I spent some time making sure that the track was in top condition before I started the actual testing. The car is fairly quick and has won races in the past.
I started with the PVT03s, those did not want to slide, the front of the car would come out first making it more difficult to find the limit, but the best time was 7.475 seconds. Lap times did not increase as the laps piled up. The Super Tires were the same diameter as the PVTs, I tried the whites first and got a best time of 7.486. Lap times with the whites also were also consistent. The black tires had more slide, which was a surprise. The best time was 7.480, but the amount of slide did increase slowly and the tires would need cleaning after a 3 minute heat. I ran the PVT03s one more time and got down to 7.349. I am not certain if my driving had settled down or if the track had improved a little. With the car that I was using it is difficult to do a perfect lap, which is important if you are looking for differences that are less than a tenth of a second. 
If I get a chance I will do more testing today.


----------



## alpink (Aug 22, 2010)

nice comparison test.
Tom does sell the PVT03 tires on his site and at shows. they have a different inventory number now on his site.
to the best of my knowledge he is using the original Penn Valley Hobby formula for making the tires. I have a lot of original PVTs because I live relatively close to the store.
I prefer them. I like bearsox tires too.
remember, I only go straight and I only run for a few seconds (or tenths) at a time, so my experience has no relation to doing repeated laps.
I have also bought and use thousands of Rocket Science blems.
.


----------



## vaBcHRog (Feb 19, 2003)

When I was running mail in races and doing lots of testing my best times were with the PVT however there was no give when the track and tires were clean you could push a car to very edge then pop you were off the track.
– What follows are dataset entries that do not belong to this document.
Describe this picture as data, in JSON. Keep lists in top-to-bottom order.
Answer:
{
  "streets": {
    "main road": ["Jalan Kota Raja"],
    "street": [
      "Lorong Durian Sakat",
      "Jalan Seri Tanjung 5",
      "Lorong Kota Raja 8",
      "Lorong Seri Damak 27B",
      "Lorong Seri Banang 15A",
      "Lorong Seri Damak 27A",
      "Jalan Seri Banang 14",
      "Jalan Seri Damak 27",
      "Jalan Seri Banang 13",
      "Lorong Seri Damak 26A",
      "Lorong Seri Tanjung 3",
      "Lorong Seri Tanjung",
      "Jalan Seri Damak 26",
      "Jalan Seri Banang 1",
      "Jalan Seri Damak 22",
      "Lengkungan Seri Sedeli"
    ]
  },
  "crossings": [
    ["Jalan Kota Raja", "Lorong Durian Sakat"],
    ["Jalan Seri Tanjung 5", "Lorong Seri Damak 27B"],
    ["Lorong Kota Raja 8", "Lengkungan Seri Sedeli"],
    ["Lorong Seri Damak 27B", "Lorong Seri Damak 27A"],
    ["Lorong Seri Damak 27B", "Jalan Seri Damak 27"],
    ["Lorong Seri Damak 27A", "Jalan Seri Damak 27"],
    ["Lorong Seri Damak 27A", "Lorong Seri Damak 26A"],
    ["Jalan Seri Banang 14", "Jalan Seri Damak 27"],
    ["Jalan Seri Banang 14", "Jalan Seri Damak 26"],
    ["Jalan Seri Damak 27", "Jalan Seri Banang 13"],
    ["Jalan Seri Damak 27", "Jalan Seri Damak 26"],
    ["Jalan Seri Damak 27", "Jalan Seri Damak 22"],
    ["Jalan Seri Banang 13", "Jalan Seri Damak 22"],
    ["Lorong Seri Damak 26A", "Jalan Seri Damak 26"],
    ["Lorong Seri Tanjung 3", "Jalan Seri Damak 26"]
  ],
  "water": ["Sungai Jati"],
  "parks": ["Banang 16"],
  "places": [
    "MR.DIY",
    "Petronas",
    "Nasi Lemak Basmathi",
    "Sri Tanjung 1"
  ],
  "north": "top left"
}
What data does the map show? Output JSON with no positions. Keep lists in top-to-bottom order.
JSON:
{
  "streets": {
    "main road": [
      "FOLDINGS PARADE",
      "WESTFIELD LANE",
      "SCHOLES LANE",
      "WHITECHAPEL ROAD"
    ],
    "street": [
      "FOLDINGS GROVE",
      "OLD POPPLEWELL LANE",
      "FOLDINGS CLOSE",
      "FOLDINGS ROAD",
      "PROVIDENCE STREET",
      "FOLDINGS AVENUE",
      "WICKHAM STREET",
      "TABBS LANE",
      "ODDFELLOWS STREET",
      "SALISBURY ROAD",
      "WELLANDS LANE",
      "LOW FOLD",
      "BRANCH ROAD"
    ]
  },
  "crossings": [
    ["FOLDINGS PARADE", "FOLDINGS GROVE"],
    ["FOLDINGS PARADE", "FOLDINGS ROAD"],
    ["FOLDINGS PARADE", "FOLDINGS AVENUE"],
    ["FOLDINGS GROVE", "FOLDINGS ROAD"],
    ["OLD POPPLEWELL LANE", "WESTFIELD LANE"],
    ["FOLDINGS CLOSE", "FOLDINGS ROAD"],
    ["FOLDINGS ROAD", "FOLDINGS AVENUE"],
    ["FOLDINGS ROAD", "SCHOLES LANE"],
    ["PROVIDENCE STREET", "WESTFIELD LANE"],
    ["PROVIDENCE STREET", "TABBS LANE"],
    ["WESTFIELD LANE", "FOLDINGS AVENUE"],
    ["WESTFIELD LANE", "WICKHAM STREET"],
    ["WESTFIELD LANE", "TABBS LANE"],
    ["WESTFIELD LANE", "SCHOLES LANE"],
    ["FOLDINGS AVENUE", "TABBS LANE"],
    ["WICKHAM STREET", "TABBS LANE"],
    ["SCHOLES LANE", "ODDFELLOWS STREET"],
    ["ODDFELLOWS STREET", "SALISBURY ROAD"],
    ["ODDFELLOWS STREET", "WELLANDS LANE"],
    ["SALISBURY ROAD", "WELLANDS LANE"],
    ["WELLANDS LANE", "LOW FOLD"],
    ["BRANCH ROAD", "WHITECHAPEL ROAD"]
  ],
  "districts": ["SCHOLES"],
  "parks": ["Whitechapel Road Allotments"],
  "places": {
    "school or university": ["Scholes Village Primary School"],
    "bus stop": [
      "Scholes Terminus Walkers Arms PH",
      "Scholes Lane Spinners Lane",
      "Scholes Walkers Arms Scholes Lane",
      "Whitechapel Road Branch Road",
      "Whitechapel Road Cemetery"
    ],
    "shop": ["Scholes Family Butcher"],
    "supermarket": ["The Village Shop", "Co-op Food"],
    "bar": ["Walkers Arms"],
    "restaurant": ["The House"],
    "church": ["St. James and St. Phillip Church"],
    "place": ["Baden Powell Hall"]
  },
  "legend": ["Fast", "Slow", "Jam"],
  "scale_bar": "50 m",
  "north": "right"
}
Weird Jacks and Thunder Slicks would slide and were better on a dirty track vs the PVT. I need to get my track up and running and do some testing of the new tires.


----------



## Rich Dumas (Sep 3, 2008)

That is what I got with the PVT tires. I rarely have the front end come out when I am actually racing. I sent Nick at Super Tires a copy of my report and also spoke to him on the phone for a long time. I was hoping to do a little more testing because I was not expecting much of a difference between the white and black tires, maybe later today! Nick could also make a urethane version of this tire, those would certainly get you more slide and would be less fussy about dust on the track.


----------



## slotking (May 27, 2008)

have any of you tried mixing the tires?
1 sticky tire and 1 sliding tire?

i have done this in the past with good results


----------



## Rich Dumas (Sep 3, 2008)

Another thing that you can try is to clean one tire and leave the other one dirty! I race with a guy that does that all of the time. If you run a class that allows weighted front ends having the front end come out would usually not be a problem. I like the Anchor front ends from One Stop Slot Shop and the RT-HO front ends. With box stock cars you probably be stuck with regular wheels.


----------